Gerard has been an inexhaustible source of ideas. Many successful new initiatives can be traced back to him. From the Dredging Song contests at the CEDA Dredging Days in 2001 and the, for that contest, lyrics “Dredging in the Sand” co-authored with Nick Bray to the design of the WODCON XX Dredging Debate and its role playing: without exception, Gerard’s ideas were followed up with work, more often than not in spare time.

Pol Hakstege of Rijkswaterstaat, Ministry of Infrastructure and Environment in The Netherlands was – just like Axel – also an active part of the group as alternate to Polite Laboyrie, long before he became a full member of the CEC in 2011. During his relatively short membership, Pol has made his mark as the “climate change man”: he chaired the CEDA Working Group on the subject and by being presenter of the 2nd CEDA webinar, he made an important contribution to this new CEDA initiative. Pol also joined the team of lecturers for the CEDA-IADC Course “Environmental Aspects of Dredging” where he shared his many years of experience from a project owner’s perspective. Sediment management and the Water Framework Directive were also subjects where CEC could always count on Pol for his expert insights.
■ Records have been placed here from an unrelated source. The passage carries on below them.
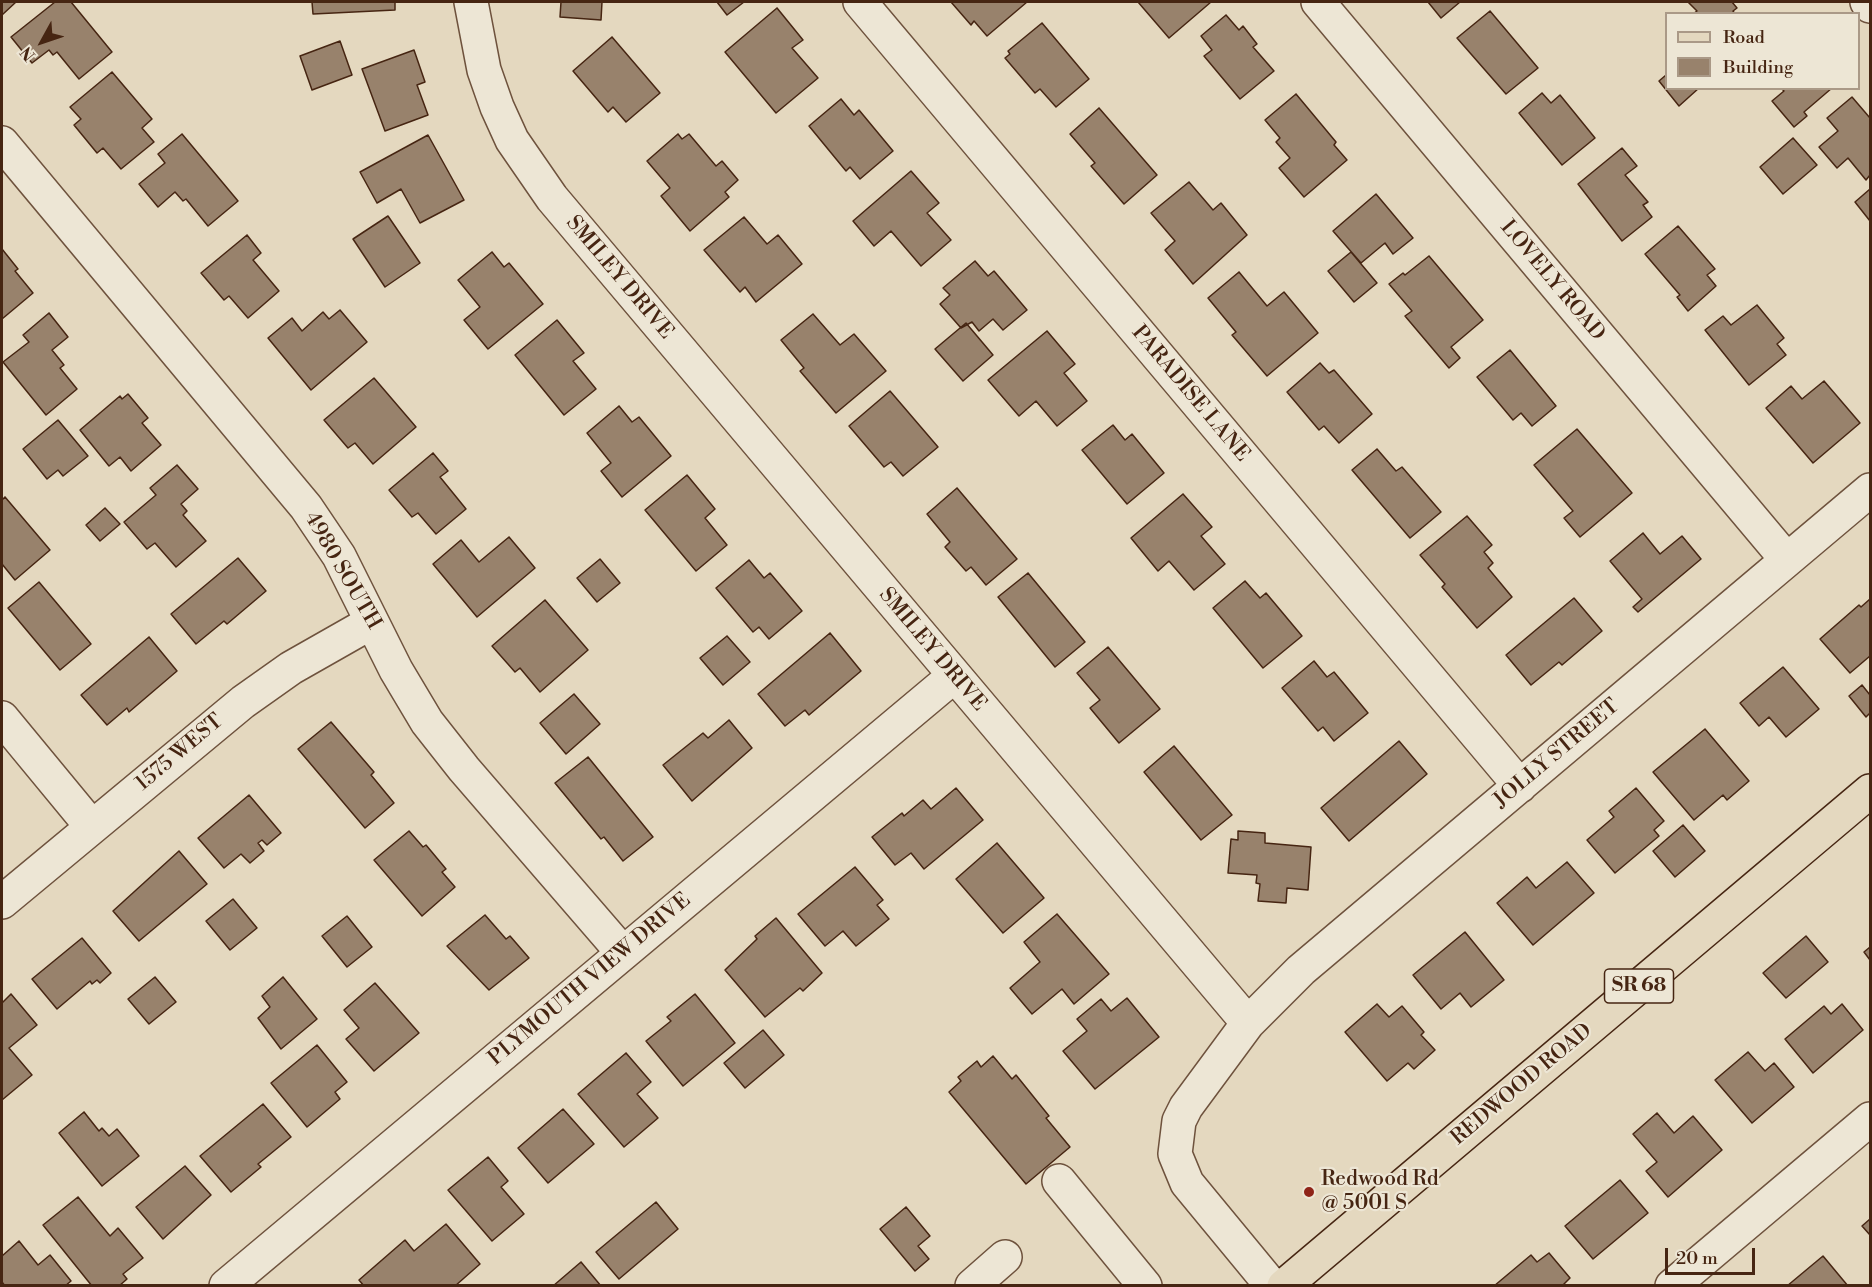 <!DOCTYPE html>
<html>
<head>
<meta charset="utf-8">
<style>
  body { margin:0 }
  #map { position:relative; width:1872px; height:1287px; overflow:hidden; background:#e4d8bf; font-family:"Libre Bodoni",serif }
  canvas { display:block }
  .frame { position:absolute; inset:0; border:3px solid #462512; pointer-events:none }
  .legend { position:absolute; left:1665px; top:12px; width:195px; height:78px; box-sizing:border-box; background:#ede6d5; border:2px solid #aa9987; margin:0; padding:8px 10px; list-style:none; font-size:18px; color:#462512 }
  .legend li { display:flex; align-items:center; gap:12px; height:30px }
  .legend b { width:30px; border:2px solid #aa9987 }
  .north { position:absolute; left:12px; top:12px; width:60px; height:60px; -webkit-text-stroke:4px #ede6d5; paint-order:stroke; rotate:230deg; font-size:16px; font-weight:700; line-height:24px; text-align:center; color:#462512 }
  .north::after { content:''; display:block; margin:auto; width:21px; height:27px; background:#462512; clip-path:polygon(50% 0,100% 100%,50% 72%,0 100%) }
  .scale { position:absolute; left:1665px; top:1248px; width:90px; height:27px; box-sizing:border-box; border:3px solid #462512; border-top:0; padding-left:8px; font-size:18px; line-height:21px; white-space:nowrap; color:#462512; -webkit-text-stroke:4px #ede6d5; paint-order:stroke }
</style>
</head>
<body>
<div id="map">
<canvas width="1872" height="1287"></canvas>
<div class="frame"></div>
<ul class="legend">
<li><b style="height:8px;background:#e4d8bf"></b>Road</li>
<li><b style="height:16px;background:#98826c"></b>Building</li>
</ul>
<div class="north">N</div>
<div class="scale">20 m</div>
</div>
<script>
const ctx = document.querySelector('canvas').getContext('2d');
ctx.lineJoin = 'round';
function fill(path, color) { ctx.fillStyle = color; ctx.fill(path, 'evenodd'); }
const toPath = rows => new Path2D(rows.map(r => 'M' + r).join(''));
function stroke(path, color, width, dash) { ctx.strokeStyle = color; ctx.lineWidth = width; ctx.lineCap = dash ? 'butt' : 'round'; ctx.setLineDash(dash || []); ctx.stroke(path); }
function drawText(font, color, halo, rows, align = 'center') {
  ctx.font = font + ' "Libre Bodoni",serif'; ctx.lineWidth = 4.5; ctx.setLineDash([]); ctx.textBaseline = 'middle'; ctx.strokeStyle = halo; ctx.fillStyle = color; for (const [text, x, y, turn = 0] of rows) {
    ctx.save(); ctx.translate(x, y); ctx.rotate((+turn || 0) * Math.PI / 180); ctx.textAlign = isNaN(turn) ? turn : align; if (halo) ctx.strokeText(text, 0, 0); ctx.fillText(text, 0, 0); ctx.restore();
  }
}
const building = toPath([
  [2,2,16,2,2,15,2,2],
  [55,2,71,2,112,52,79,79,57,52,53,55,49,50,32,63,11,37,55,2],
  [312,2,395,2,395,10,313,14,312,2],
  [561,2,602,2,601,20,560,17,561,2],
  [717,2,744,2,727,15,717,2],
  [951,2,1027,2,987,36,974,21,971,25,951,2],
  [1138,2,1211,2,1169,38,1138,2],
  [1428,2,1460,2,1441,18,1428,2],
  [1688,2,1732,2,1737,8,1733,11,1735,14,1693,14,1697,11,1688,2],
  [777,8,803,40,792,48,818,78,776,113,725,52,777,8],
  [1490,11,1538,68,1506,94,1457,38,1490,11],
  [1226,15,1239,30,1243,26,1257,44,1253,47,1274,71,1240,99,1204,56,1212,50,1201,36,1226,15],
  [1042,23,1089,79,1056,107,1040,89,1035,93,1005,58,1010,54,1008,51,1042,23],
  [612,37,660,93,626,122,613,107,608,112,573,71,612,37],
  [340,41,352,75,312,90,300,56,340,41],
  [414,50,425,82,417,85,428,115,385,131,362,69,414,50],
  [112,72,152,119,142,128,154,142,121,169,103,148,97,153,74,125,81,119,70,107,112,72],
  [1666,75,1666,88,1699,88,1679,106,1659,81,1666,75],
  [1781,88,1832,88,1804,112,1807,116,1794,127,1772,101,1784,91,1781,88],
  [1542,93,1551,103,1560,95,1595,138,1562,165,1519,113,1542,93],
  [1296,94,1336,142,1334,145,1347,160,1304,197,1279,168,1290,158,1276,142,1280,138,1265,120,1296,94],
  [1852,97,1870,118,1870,175,1866,180,1848,158,1837,168,1819,147,1838,131,1827,118,1852,97],
  [841,99,854,115,859,110,893,151,860,179,850,167,846,171,809,126,841,99],
  [1099,108,1157,175,1124,204,1091,166,1095,163,1070,134,1099,108],
  [182,134,238,201,208,226,186,199,183,201,175,192,158,207,139,184,165,163,158,154,182,134],
  [678,134,682,139,689,134,716,166,722,161,738,180,725,192,729,197,690,231,661,196,670,188,647,161,678,134],
  [428,135,464,200,420,223,401,189,377,203,360,172,428,135],
  [1793,138,1817,165,1783,194,1760,167,1793,138],
  [1622,148,1637,166,1625,175,1648,202,1643,205,1652,217,1622,241,1578,184,1622,148],
  [911,171,939,203,927,213,951,240,921,266,891,231,874,246,853,221,911,171],
  [1189,182,1213,210,1221,203,1247,235,1193,284,1165,250,1175,241,1151,213,1189,182],
  [1870,189,1870,221,1855,202,1870,189],
  [1376,194,1413,238,1393,254,1385,243,1361,263,1333,231,1376,194],
  [388,216,420,263,385,287,353,239,388,216],
  [744,217,767,244,778,235,802,264,756,302,745,287,740,292,704,250,744,217],
  [1678,226,1715,269,1707,275,1716,286,1688,311,1677,297,1680,295,1645,254,1678,226],
  [247,235,261,253,253,260,279,291,248,318,229,296,224,300,201,273,247,235],
  [2,249,18,269,15,271,33,293,2,319,2,249],
  [492,252,504,267,509,263,543,304,488,349,464,320,480,307,458,280,492,252],
  [1351,252,1377,283,1354,302,1328,271,1351,252],
  [1429,256,1483,320,1451,347,1460,358,1449,368,1405,316,1412,311,1389,284,1403,273,1405,275,1429,256],
  [975,261,988,276,994,271,1027,310,1003,330,993,319,979,331,972,322,961,328,940,304,950,295,943,288,975,261],
  [1239,272,1267,306,1284,292,1318,333,1267,376,1232,335,1236,332,1208,298,1239,272],
  [1757,305,1784,338,1777,344,1786,355,1749,385,1705,330,1723,316,1731,325,1757,305],
  [340,310,367,342,311,390,268,338,292,318,302,331,323,312,329,319,340,310],
  [49,313,68,337,52,350,64,365,60,368,77,389,46,415,3,362,29,342,23,335,49,313],
  [813,314,840,345,854,334,886,371,836,413,800,371,804,368,781,340,813,314],
  [557,320,584,353,573,361,596,389,564,415,515,355,557,320],
  [966,323,993,355,963,381,935,349,966,323],
  [1047,331,1075,364,1064,373,1087,401,1057,426,1036,401,1019,416,988,380,1047,331],
  [1510,350,1556,406,1532,426,1521,413,1513,420,1477,377,1510,350],
  [1320,363,1329,373,1334,370,1372,414,1339,443,1324,426,1319,430,1287,392,1320,363],
  [374,378,416,427,373,464,355,443,348,448,324,420,374,378],
  [1824,381,1860,423,1813,463,1766,408,1791,386,1802,399,1824,381],
  [890,391,938,447,903,476,891,462,884,467,849,426,890,391],
  [128,394,148,418,142,423,161,445,131,471,120,457,109,466,80,430,120,396,122,399,128,394],
  [619,406,632,422,639,417,671,456,622,497,601,471,611,463,587,433,619,406],
  [58,420,88,456,63,476,58,470,47,479,23,449,58,420],
  [1113,425,1125,440,1132,434,1164,473,1127,504,1082,450,1113,425],
  [1577,429,1632,493,1580,537,1564,518,1573,511,1534,465,1577,429],
  [1377,449,1396,471,1402,467,1441,512,1410,538,1352,470,1377,449],
  [433,453,448,471,440,477,466,509,436,534,418,513,412,517,389,490,433,453],
  [177,465,198,489,181,504,187,511,183,515,206,541,176,567,155,543,147,549,124,522,156,495,150,488,177,465],
  [687,475,715,509,705,518,727,545,696,571,645,510,687,475],
  [957,488,1017,559,986,585,971,567,966,571,945,547,950,542,927,514,957,488],
  [1183,494,1212,527,1201,536,1225,564,1194,590,1169,561,1158,571,1131,538,1183,494],
  [5,497,50,550,15,580,2,564,2,500,5,497],
  [105,508,120,524,100,541,86,525,105,508],
  [1467,516,1492,545,1484,552,1493,563,1488,568,1512,597,1477,628,1442,587,1445,584,1420,555,1467,516],
  [1643,533,1660,554,1682,536,1701,559,1638,612,1633,607,1642,599,1610,561,1643,533],
  [509,537,535,568,477,617,433,564,461,540,479,562,509,537],
  [238,558,266,591,227,624,224,621,196,644,171,614,238,558],
  [600,559,620,583,597,602,577,578,600,559],
  [749,560,764,578,770,573,802,611,769,639,759,627,753,632,716,588,749,560],
  [1028,573,1085,642,1055,667,998,597,1028,573],
  [1245,581,1260,598,1266,593,1302,636,1263,668,1213,608,1245,581],
  [39,582,91,644,60,670,8,608,39,582],
  [1574,598,1602,631,1562,665,1559,662,1531,685,1506,655,1574,598],
  [1870,599,1870,656,1850,673,1820,639,1859,605,1861,607,1870,599],
  [545,600,588,650,540,692,520,668,515,672,492,646,545,600],
  [830,633,861,671,809,715,805,710,785,726,758,694,830,633],
  [727,636,750,662,723,685,700,658,727,636],
  [149,637,177,671,129,712,127,708,107,725,81,695,149,637],
  [1108,647,1160,709,1119,743,1090,708,1100,700,1077,673,1108,647],
  [1314,661,1327,677,1334,672,1368,713,1334,741,1323,727,1318,731,1282,688,1314,661],
  [1783,667,1819,709,1786,737,1769,717,1759,726,1740,703,1783,667],
  [1862,685,1870,695,1870,713,1866,717,1849,696,1862,685],
  [574,694,600,724,566,754,540,723,574,694],
  [729,720,752,748,692,801,663,765,703,733,708,738,729,720],
  [331,722,374,772,371,775,394,803,365,828,298,749,331,722],
  [1705,729,1749,781,1727,800,1723,795,1694,820,1653,772,1705,729],
  [1399,741,1427,774,1349,841,1321,808,1399,741],
  [1174,746,1232,815,1201,840,1144,772,1174,746],
  [588,757,653,837,623,861,604,837,601,839,555,783,588,757],
  [956,788,983,820,924,869,911,853,895,865,872,837,902,813,904,816,923,800,931,809,956,788],
  [1636,788,1664,821,1654,830,1659,836,1615,873,1587,840,1614,817,1609,811,1636,788],
  [249,795,281,833,267,845,262,840,258,843,264,851,250,863,241,854,224,868,198,838,249,795],
  [1683,825,1705,851,1675,877,1653,851,1683,825],
  [409,831,423,847,426,845,446,869,442,872,455,887,422,916,374,860,409,831],
  [1238,831,1265,833,1265,843,1311,847,1308,890,1287,888,1286,903,1258,901,1260,884,1256,883,1257,875,1228,873,1231,839,1238,840,1238,831],
  [997,843,1044,898,1003,933,956,879,997,843],
  [179,851,207,884,139,941,113,911,179,851],
  [1567,862,1594,893,1533,945,1497,903,1527,877,1536,888,1567,862],
  [855,867,883,900,877,905,889,919,856,946,843,931,825,946,798,914,855,867],
  [233,899,257,928,230,950,206,921,233,899],
  [1057,914,1109,974,1074,1004,1062,989,1032,1014,1010,988,1040,962,1024,942,1057,914],
  [485,915,506,939,510,936,529,958,489,990,447,946,485,915],
  [347,916,372,947,347,967,322,936,347,916],
  [776,918,822,973,803,991,800,988,765,1017,725,970,757,939,755,936,776,918],
  [1465,932,1504,980,1471,1007,1460,993,1441,1009,1413,975,1465,932],
  [1806,936,1828,962,1786,998,1763,973,1806,936],
  [82,938,111,973,100,983,97,980,92,984,90,981,57,1009,32,979,82,938],
  [1870,947,1870,960,1864,952,1870,947],
  [155,977,176,1002,149,1024,128,999,155,977],
  [283,977,317,1019,281,1049,258,1018,270,1007,262,996,283,977],
  [375,983,419,1033,374,1071,346,1039,359,1028,344,1010,375,983],
  [11,994,37,1025,9,1048,32,1075,2,1100,2,1003,11,994],
  [695,994,735,1043,683,1086,646,1041,671,1021,667,1017,695,994],
  [1127,998,1159,1037,1095,1089,1063,1051,1087,1031,1077,1019,1101,999,1111,1011,1127,998],
  [1377,1004,1389,1017,1402,1006,1424,1032,1421,1035,1435,1050,1414,1069,1408,1063,1387,1081,1345,1032,1377,1004],
  [1842,1004,1863,1030,1813,1073,1785,1039,1824,1006,1831,1014,1842,1004],
  [763,1030,784,1055,745,1088,724,1063,763,1030],
  [317,1045,347,1082,335,1092,340,1099,307,1127,271,1083,317,1045],
  [1748,1052,1765,1071,1774,1063,1794,1087,1752,1123,1715,1080,1748,1052],
  [626,1053,651,1082,637,1094,658,1118,624,1147,578,1094,626,1053],
  [993,1056,1012,1079,1016,1075,1049,1116,1046,1118,1070,1147,1026,1184,949,1092,961,1081,958,1077,977,1061,981,1067,993,1056],
  [263,1104,291,1137,258,1164,261,1167,231,1192,200,1156,263,1104],
  [563,1109,594,1144,548,1183,518,1148,563,1109],
  [84,1112,99,1131,102,1128,109,1136,117,1129,139,1156,102,1186,59,1133,84,1112],
  [1657,1113,1674,1133,1693,1116,1722,1150,1668,1197,1646,1171,1657,1162,1633,1134,1657,1113],
  [488,1157,508,1181,501,1187,524,1214,492,1241,448,1190,488,1157],
  [185,1166,211,1195,163,1239,136,1207,185,1166],
  [1620,1180,1648,1213,1593,1259,1565,1226,1620,1180],
  [78,1197,110,1236,118,1228,143,1258,123,1274,127,1279,119,1286,92,1286,43,1225,78,1197],
  [656,1202,678,1229,619,1279,596,1252,656,1202],
  [906,1207,930,1236,918,1246,929,1259,915,1271,880,1229,906,1207],
  [1870,1219,1870,1235,1862,1226,1870,1219],
  [446,1224,480,1264,455,1286,364,1286,359,1280,405,1240,414,1251,446,1224],
  [19,1241,38,1265,50,1255,71,1281,65,1286,5,1286,2,1282,2,1256,19,1241],
  [1549,1253,1570,1278,1562,1286,1494,1286,1531,1255,1537,1262,1549,1253],
  [1823,1256,1848,1286,1787,1286,1823,1256],
  [581,1262,601,1286,553,1286,581,1262]
]);
fill(building, '#98826c');
stroke(building, '#462512', 1.5);
const minor = toPath([
  [471,2,484,70,497,107,512,140,552,198,1248,1023],
  [860,2,1520,786],
  [1318,2,1787,560],
  [1867,2,1870,6],
  [2,143,306,507,339,556,396,670,427,722,464,769,623,953],
  [2,718,92,827],
  [2,902,243,702,291,668,372,622],
  [1059,1181,1145,1286],
  [226,1286,954,676],
  [972,1286,1005,1257],
  [1272,1286,1187,1183,1175,1154,1179,1121,1186,1107,1248,1023,1301,970,1870,490],
  [1672,1286,1870,1119]
]);
const major = toPath([
  [1284,1286,1870,791]
]);
stroke(minor, '#6e523d', 36);
stroke(major, '#462512', 36);
stroke(minor, '#ede6d5', 33);
stroke(major, '#e4d8bf', 33);
for (const [x, y, r, color] of [
  [1309,1192,6,"#8f2418"]
]) { const dot = new Path2D(); dot.arc(x, y, r, 0, 2 * Math.PI); ctx.fillStyle = color; ctx.fill(dot); stroke(dot, '#ede6d5', 2); }
for (const [x, y, w] of [
  [1639,986,69]
]) { const box = new Path2D(); box.roundRect(x - w / 2, y - 17, w, 34, 4.5); ctx.fillStyle = '#ede6d5'; ctx.fill(box); stroke(box, '#462512', 1.5); }
drawText('bold 20px', '#462512', null, [
  ["SR 68",1639,986]
]);
drawText('21px', '#462512', '#ede6d5', [
  ["SMILEY DRIVE",619,278,50],
  ["LOVELY ROAD",1552,281,50],
  ["PARADISE LANE",1190,394,50],
  ["4980 SOUTH",342,571,60],
  ["SMILEY DRIVE",932,650,50],
  ["1575 WEST",180,753,-40],
  ["JOLLY STREET",1557,754,-40],
  ["PLYMOUTH VIEW DRIVE",590,980,-40],
  ["REDWOOD ROAD",1522,1085,-40]
]);
drawText('21px', '#462512', '#ede6d5', [
  ["Redwood Rd",1321,1180],
  ["@ 5001 S",1321,1204]
], 'left');
</script>
</body>
</html>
All three retiring members made sure that their place on the CEC will be taken up by very capable and equally committed young colleagues. The new CEC members are: Pieter de Boer, Rijkswaterstaat, Astrid Kramer, Boskalis and Henrich Roeper Hamburg Port Authority.

Neville Burt, former Chair and founding member of the CEC, and Nick Bray, Editor of the book Environmental Aspects of Dredging and founding member of the CEC, also joined the dinner in Wallingford during which CEC celebrated its retiring members. This made the event even more special.

CEC thanks Axel, Gerard and Pol for their commitment, dedication and friendship and thanks their organizations to make their involvement in the CEC possible. CEC wishes all three men the best for their retirements.

The occasion marked another milestone: this was the 50th meeting of the CEC.